The Founding Fathers, and its’ principal author, James Madison, crafted the Fourth Amendment in response to the abhorred “general warrant” or “writs of assistance,” which custom agents or their minions used to search homes and businesses without notice or cause. But the Colonial era from which it was born was nothing like modern America. There was no police force. There was no stop and frisk. And certainly, there was no large-scale, racially-driven policing that plagues our society today.

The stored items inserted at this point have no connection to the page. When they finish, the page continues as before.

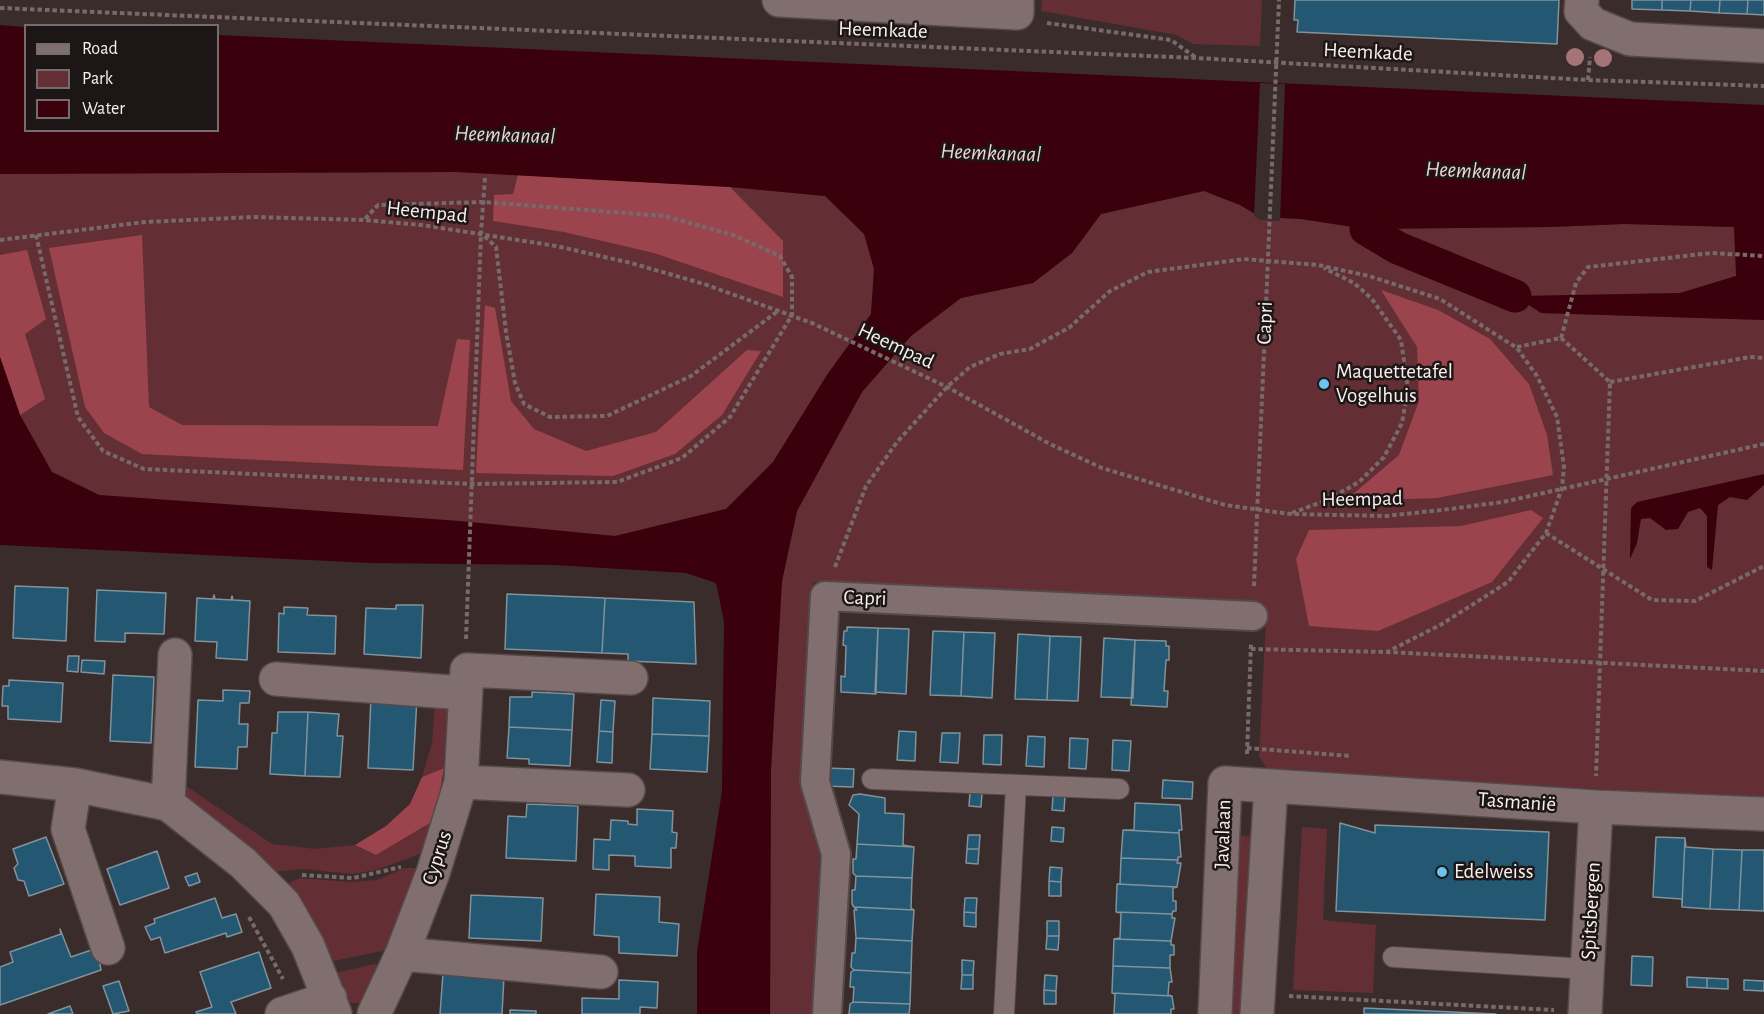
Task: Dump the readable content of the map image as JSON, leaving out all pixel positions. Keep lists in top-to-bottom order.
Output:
{
  "streets": {
    "street": [
      "Capri",
      "Tasmanië",
      "Javalaan",
      "Cyprus",
      "Spitsbergen"
    ],
    "path": ["Heemkade", "Heempad"]
  },
  "crossings": [
    ["Heemkade", "Capri"],
    ["Heempad", "Capri"],
    ["Tasmanië", "Javalaan"],
    ["Tasmanië", "Spitsbergen"]
  ],
  "water": ["Heemkanaal"],
  "places": ["Maquettetafel Vogelhuis", "Edelweiss"],
  "legend": ["Road", "Park", "Water"]
}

Thus from its inception, the Fourth Amendment started, as Justice Frankfurter also noted, “a course of law pertaining to searches and seizures [that] has not run smooth.”
Last year’s presidential debates are one example of the confusion, distortion and constitutional illiteracy that surrounds Fourth Amendment interpretation:
LESTER HOLT, MODERATOR: Stop and frisk was ruled unconstitutional in New York, because it largely singled out black and Hispanic young men.
CANDIDATE TRUMP: “Whether or not in a place like Chicago you do stop and frisk which worked very well in New York, it brought the crime rate way down where you take away the guns away from criminals who shouldn’t be having them. This issue was before a judge who was a very against police judge; it was taken away from her and our mayor refused to go forward with the case . . . They would have won an appeal; there are many places in the country where it is allowed.”
CANDIDATE CLINTON: “Stop and frisk was found to be unconstitutional, in part because it was ineffective, it did not do what it needed to do. Now I believe in community policing, in fact violent crime was one-half of what it was in 1991; but there was some problems some unintended consequences; too many young African-Americans and Latino men ended up in jail for non-violent offenses . . . Turns out, they were both wrong in several ways.
The “against police judge” Trump referred to was the Honorable Shira A. Scheindlin, a brilliant, unbiased, stalwart defender of the Fourth Amendment. In 2008, she began work on a class action case, David Floyd, et al v. The City of New York , which challenged the NYPD’s long-standing practice of non-probable cause citizen stops and searches, commonly referred to as stop and frisk. Five years of testimony later, Judge Scheindlin gave her final ruling in a 100+ page opinion. She did not find stop and frisk to be unconstitutional; only wrongfully applied under existing Fourth Amendment jurisprudence. And the mayor entered into a consent decree abiding by the Court’s order since it was a righteous decision and would not have been overturned on appeal. Finally, the abusive practice of stop and frisk practiced by the New York Police Department has, in the aftermath of Floyd, proven to be an illusory method of crime control.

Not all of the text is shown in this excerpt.